Gene therapy has shown promise for treating a neurodegenerative disease known as frontotemporal dementia and a related condition called neuronal ceroid lipofuscinosis, according to a study by scientists at the University of Alabama at Birmingham published in the Journal of Neuroscience.
Frontotemporal dementia (FTD) is a devastating disease in which patients have rapid and dramatic changes in behavior, personality and social skills. FTD is often caused when an individual has only one copy of the GRN gene, which encodes for a protein called progranulin. Progranulin production is cut in half in individuals with only one copy of GRN.
A mutation resulting in the loss of both copies of the GRN gene leads to an almost complete absence of progranulin, causing a condition called neuronal ceroid lipofuscinosis (NCL), which often strikes adults in their 20s. NCL causes blindness and seizures, and can lead to premature death.

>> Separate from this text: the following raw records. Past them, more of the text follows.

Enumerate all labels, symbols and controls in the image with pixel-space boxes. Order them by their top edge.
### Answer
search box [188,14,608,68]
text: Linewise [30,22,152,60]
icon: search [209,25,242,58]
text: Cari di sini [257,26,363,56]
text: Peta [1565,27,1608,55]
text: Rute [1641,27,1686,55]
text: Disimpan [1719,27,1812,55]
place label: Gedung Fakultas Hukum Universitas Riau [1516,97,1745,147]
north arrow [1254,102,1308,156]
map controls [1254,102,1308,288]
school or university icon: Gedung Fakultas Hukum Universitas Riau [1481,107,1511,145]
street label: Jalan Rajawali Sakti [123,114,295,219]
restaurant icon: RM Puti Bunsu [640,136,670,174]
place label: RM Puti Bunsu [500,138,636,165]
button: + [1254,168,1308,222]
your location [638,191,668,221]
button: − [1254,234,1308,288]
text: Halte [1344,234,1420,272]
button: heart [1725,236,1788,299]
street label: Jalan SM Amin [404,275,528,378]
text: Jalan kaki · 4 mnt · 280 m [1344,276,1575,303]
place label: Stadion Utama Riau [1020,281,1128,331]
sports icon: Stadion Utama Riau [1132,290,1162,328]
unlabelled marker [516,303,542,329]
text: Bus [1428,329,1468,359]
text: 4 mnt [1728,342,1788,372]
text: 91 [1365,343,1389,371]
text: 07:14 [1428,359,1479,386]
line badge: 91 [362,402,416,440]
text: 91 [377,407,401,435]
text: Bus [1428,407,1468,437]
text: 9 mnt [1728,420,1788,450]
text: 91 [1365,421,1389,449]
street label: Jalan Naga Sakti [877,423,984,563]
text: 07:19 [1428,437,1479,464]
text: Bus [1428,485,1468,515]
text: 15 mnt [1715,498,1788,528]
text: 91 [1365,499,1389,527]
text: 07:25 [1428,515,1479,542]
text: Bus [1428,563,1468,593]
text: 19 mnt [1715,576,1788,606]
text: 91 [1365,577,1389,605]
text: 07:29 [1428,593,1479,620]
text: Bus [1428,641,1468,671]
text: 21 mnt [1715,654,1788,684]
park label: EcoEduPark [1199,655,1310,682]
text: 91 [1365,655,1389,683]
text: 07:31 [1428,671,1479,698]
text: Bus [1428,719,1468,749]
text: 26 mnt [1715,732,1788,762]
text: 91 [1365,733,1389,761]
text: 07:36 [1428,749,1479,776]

A research team led by Erik Roberson, associate professor in the Department of Neurology and director of the Alzheimer's Disease Center, examined the effects of boosting progranulin by adding the GRN gene to brain cells via an adeno-associated virus to mouse models of FTD and NCL.
"Our goal was to see if adding the missing protein progranulin through gene therapy would reverse the effects even after symptoms had begun," said Roberson, the Patsy W. and Charles A. Collat Professor of Neuroscience. "The adeno-associated virus is a commonly used gene therapy vector, as it does not cause human disease and has a low immune response."
Progranulin is involved in a part of the cell called the lysosome — body's garbage collectors, removing waste material that accumulates in the cells. In the absence of progranulin, cells build up granules of fat called lipofuscin that are often associated with aging or the 'wear and tear' on a cell. The accumulation of lipofuscin in a cell is a marker of poor lysosomal function.
"Our study showed that the return of progranulin to the cells meant that lipofuscin levels decreased and overall lysosomal function improved," said Andrew Arrant, a scientist in the Department of Neurology and first author of the paper. "In other words, progranulin helped lysosomes take out the trash."
Arrant said, "We are able to show that boosting progranulin helped reduce lipofuscin levels and markers of neuroinflammation. Importantly, gene therapy allows the cells to make their own progranulin, rather than just supplementing the protein from the outside. This could allow the cells to continue producing progranulin after a single treatment, potentially providing a long-term benefit."
"With many targets, we aren't even sure if our goal should be to increase or decrease them. But in this type of FTD, there is consensus – verified by this study -; that adding progranulin would be a beneficial therapy for both FTD and NCL," Roberson concluded.